Saved entries:
↓↓↓
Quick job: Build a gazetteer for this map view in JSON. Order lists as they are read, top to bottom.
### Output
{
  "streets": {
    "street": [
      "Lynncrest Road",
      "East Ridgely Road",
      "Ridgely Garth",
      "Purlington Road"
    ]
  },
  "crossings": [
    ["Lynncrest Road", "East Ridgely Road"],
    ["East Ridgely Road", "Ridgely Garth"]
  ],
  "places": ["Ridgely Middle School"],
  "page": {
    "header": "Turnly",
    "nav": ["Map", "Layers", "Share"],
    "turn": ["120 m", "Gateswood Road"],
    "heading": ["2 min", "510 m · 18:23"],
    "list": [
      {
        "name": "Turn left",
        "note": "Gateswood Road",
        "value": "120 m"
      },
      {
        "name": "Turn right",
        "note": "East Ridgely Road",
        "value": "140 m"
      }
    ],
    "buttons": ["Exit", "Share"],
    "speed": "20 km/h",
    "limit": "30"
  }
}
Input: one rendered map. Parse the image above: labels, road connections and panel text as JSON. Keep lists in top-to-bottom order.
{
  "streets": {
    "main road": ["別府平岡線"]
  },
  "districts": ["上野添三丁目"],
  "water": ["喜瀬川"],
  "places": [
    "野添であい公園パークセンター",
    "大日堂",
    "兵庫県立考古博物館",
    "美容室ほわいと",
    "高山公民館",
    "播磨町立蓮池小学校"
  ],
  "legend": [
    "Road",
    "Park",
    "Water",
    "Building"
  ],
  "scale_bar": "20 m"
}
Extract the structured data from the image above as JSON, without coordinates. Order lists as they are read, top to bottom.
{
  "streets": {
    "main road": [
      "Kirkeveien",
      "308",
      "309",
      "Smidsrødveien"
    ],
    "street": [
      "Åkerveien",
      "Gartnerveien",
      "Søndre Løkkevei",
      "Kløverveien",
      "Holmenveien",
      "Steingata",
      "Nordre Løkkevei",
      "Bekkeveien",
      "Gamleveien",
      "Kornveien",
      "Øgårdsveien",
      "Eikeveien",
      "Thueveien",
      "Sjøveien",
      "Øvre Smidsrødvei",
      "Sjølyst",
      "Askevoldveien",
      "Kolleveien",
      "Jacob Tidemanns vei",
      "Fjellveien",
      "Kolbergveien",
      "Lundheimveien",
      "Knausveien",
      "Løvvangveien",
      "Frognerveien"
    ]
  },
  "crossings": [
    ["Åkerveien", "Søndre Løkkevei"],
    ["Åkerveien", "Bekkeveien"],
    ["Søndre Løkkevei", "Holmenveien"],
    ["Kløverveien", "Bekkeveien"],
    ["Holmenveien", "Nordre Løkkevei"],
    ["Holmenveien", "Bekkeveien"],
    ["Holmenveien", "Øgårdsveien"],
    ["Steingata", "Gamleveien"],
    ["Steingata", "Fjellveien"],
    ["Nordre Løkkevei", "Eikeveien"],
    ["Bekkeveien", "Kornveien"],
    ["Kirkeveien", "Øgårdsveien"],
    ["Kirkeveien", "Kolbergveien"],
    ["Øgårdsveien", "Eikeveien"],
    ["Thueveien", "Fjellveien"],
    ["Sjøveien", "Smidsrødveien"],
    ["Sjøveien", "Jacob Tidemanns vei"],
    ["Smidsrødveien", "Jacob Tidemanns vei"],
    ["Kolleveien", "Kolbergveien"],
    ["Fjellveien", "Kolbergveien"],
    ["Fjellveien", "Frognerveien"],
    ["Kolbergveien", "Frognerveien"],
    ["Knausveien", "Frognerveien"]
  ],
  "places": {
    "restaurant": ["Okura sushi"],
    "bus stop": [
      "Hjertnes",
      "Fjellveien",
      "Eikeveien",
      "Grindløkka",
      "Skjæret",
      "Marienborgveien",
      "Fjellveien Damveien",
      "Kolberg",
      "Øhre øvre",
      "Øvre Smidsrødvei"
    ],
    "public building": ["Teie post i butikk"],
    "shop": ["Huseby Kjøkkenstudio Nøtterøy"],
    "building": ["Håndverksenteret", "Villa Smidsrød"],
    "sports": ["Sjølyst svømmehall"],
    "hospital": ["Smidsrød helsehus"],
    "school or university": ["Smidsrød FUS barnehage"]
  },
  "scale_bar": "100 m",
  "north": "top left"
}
↑↑↑
THE PROBLEM: Your task is to repeat the data exactly, with nothing left out.

EXPECTED ANSWER:
Quick job: Build a gazetteer for this map view in JSON. Order lists as they are read, top to bottom.
### Output
{
  "streets": {
    "street": [
      "Lynncrest Road",
      "East Ridgely Road",
      "Ridgely Garth",
      "Purlington Road"
    ]
  },
  "crossings": [
    ["Lynncrest Road", "East Ridgely Road"],
    ["East Ridgely Road", "Ridgely Garth"]
  ],
  "places": ["Ridgely Middle School"],
  "page": {
    "header": "Turnly",
    "nav": ["Map", "Layers", "Share"],
    "turn": ["120 m", "Gateswood Road"],
    "heading": ["2 min", "510 m · 18:23"],
    "list": [
      {
        "name": "Turn left",
        "note": "Gateswood Road",
        "value": "120 m"
      },
      {
        "name": "Turn right",
        "note": "East Ridgely Road",
        "value": "140 m"
      }
    ],
    "buttons": ["Exit", "Share"],
    "speed": "20 km/h",
    "limit": "30"
  }
}
Input: one rendered map. Parse the image above: labels, road connections and panel text as JSON. Keep lists in top-to-bottom order.
{
  "streets": {
    "main road": ["別府平岡線"]
  },
  "districts": ["上野添三丁目"],
  "water": ["喜瀬川"],
  "places": [
    "野添であい公園パークセンター",
    "大日堂",
    "兵庫県立考古博物館",
    "美容室ほわいと",
    "高山公民館",
    "播磨町立蓮池小学校"
  ],
  "legend": [
    "Road",
    "Park",
    "Water",
    "Building"
  ],
  "scale_bar": "20 m"
}
Extract the structured data from the image above as JSON, without coordinates. Order lists as they are read, top to bottom.
{
  "streets": {
    "main road": [
      "Kirkeveien",
      "308",
      "309",
      "Smidsrødveien"
    ],
    "street": [
      "Åkerveien",
      "Gartnerveien",
      "Søndre Løkkevei",
      "Kløverveien",
      "Holmenveien",
      "Steingata",
      "Nordre Løkkevei",
      "Bekkeveien",
      "Gamleveien",
      "Kornveien",
      "Øgårdsveien",
      "Eikeveien",
      "Thueveien",
      "Sjøveien",
      "Øvre Smidsrødvei",
      "Sjølyst",
      "Askevoldveien",
      "Kolleveien",
      "Jacob Tidemanns vei",
      "Fjellveien",
      "Kolbergveien",
      "Lundheimveien",
      "Knausveien",
      "Løvvangveien",
      "Frognerveien"
    ]
  },
  "crossings": [
    ["Åkerveien", "Søndre Løkkevei"],
    ["Åkerveien", "Bekkeveien"],
    ["Søndre Løkkevei", "Holmenveien"],
    ["Kløverveien", "Bekkeveien"],
    ["Holmenveien", "Nordre Løkkevei"],
    ["Holmenveien", "Bekkeveien"],
    ["Holmenveien", "Øgårdsveien"],
    ["Steingata", "Gamleveien"],
    ["Steingata", "Fjellveien"],
    ["Nordre Løkkevei", "Eikeveien"],
    ["Bekkeveien", "Kornveien"],
    ["Kirkeveien", "Øgårdsveien"],
    ["Kirkeveien", "Kolbergveien"],
    ["Øgårdsveien", "Eikeveien"],
    ["Thueveien", "Fjellveien"],
    ["Sjøveien", "Smidsrødveien"],
    ["Sjøveien", "Jacob Tidemanns vei"],
    ["Smidsrødveien", "Jacob Tidemanns vei"],
    ["Kolleveien", "Kolbergveien"],
    ["Fjellveien", "Kolbergveien"],
    ["Fjellveien", "Frognerveien"],
    ["Kolbergveien", "Frognerveien"],
    ["Knausveien", "Frognerveien"]
  ],
  "places": {
    "restaurant": ["Okura sushi"],
    "bus stop": [
      "Hjertnes",
      "Fjellveien",
      "Eikeveien",
      "Grindløkka",
      "Skjæret",
      "Marienborgveien",
      "Fjellveien Damveien",
      "Kolberg",
      "Øhre øvre",
      "Øvre Smidsrødvei"
    ],
    "public building": ["Teie post i butikk"],
    "shop": ["Huseby Kjøkkenstudio Nøtterøy"],
    "building": ["Håndverksenteret", "Villa Smidsrød"],
    "sports": ["Sjølyst svømmehall"],
    "hospital": ["Smidsrød helsehus"],
    "school or university": ["Smidsrød FUS barnehage"]
  },
  "scale_bar": "100 m",
  "north": "top left"
}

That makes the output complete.